Your assignment: Examine the material below. Gather every line in which the string "arrow" appears.

# # #

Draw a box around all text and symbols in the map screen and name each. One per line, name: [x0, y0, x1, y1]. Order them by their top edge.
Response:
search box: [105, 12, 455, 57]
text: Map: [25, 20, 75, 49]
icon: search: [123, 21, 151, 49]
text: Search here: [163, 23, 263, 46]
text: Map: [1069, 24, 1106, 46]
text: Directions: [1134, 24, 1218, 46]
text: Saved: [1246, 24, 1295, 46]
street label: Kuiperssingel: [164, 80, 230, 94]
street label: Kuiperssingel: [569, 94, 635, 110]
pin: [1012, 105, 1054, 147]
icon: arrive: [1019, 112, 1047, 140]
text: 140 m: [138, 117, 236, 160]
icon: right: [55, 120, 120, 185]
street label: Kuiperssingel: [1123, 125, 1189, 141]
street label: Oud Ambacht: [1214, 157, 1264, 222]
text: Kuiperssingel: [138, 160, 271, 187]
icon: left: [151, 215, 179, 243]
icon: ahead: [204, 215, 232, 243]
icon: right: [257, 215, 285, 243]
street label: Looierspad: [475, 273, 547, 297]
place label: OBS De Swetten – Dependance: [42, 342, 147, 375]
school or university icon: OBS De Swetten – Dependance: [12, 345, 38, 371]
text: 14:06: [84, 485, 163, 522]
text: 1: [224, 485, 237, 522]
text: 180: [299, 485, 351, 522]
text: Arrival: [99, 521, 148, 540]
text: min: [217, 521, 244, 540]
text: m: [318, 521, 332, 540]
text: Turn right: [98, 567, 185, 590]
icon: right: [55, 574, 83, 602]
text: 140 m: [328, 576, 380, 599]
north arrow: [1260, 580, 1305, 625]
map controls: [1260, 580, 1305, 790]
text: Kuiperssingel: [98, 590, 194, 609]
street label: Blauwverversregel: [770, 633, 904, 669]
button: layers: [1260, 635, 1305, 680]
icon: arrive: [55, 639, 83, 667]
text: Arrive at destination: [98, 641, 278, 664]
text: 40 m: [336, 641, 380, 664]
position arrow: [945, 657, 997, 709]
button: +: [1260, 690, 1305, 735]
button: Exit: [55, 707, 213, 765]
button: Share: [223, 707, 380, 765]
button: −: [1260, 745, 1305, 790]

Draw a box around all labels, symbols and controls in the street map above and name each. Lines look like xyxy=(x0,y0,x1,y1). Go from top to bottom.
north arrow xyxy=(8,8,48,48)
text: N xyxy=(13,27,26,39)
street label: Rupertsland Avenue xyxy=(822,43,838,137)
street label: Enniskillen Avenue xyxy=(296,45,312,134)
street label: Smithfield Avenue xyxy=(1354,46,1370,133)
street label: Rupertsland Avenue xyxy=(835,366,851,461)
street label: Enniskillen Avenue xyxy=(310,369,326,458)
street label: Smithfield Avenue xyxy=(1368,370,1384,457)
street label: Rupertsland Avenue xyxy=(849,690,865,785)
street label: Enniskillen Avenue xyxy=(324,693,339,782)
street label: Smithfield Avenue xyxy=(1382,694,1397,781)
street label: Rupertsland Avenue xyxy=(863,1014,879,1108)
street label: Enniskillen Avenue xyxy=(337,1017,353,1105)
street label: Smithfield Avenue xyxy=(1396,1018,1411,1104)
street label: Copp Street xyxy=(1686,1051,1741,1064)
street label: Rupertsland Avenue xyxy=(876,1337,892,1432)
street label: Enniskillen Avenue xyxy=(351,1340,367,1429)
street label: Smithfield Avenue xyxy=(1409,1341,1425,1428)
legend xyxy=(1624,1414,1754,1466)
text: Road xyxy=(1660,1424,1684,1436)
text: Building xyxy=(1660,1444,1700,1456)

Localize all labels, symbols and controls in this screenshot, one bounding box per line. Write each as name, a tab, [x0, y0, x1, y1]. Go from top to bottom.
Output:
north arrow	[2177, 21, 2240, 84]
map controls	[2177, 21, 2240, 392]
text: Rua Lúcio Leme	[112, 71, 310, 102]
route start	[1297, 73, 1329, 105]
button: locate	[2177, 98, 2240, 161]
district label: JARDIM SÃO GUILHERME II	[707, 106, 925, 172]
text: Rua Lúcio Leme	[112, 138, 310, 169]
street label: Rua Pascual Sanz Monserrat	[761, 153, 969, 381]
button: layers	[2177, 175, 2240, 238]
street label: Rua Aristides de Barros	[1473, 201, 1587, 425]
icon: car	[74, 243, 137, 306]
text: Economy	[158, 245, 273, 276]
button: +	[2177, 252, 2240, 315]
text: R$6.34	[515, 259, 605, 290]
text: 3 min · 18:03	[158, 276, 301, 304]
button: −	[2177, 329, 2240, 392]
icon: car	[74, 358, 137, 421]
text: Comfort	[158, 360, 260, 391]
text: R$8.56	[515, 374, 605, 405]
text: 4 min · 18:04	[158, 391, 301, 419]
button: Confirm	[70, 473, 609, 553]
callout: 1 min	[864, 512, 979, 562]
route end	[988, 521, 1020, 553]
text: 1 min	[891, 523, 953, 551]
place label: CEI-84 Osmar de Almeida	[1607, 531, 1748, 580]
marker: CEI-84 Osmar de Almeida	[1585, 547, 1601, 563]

# # #

Solution for this problem:
north arrow: [1260, 580, 1305, 625]
position arrow: [945, 657, 997, 709]
north arrow xyxy=(8,8,48,48)
north arrow	[2177, 21, 2240, 84]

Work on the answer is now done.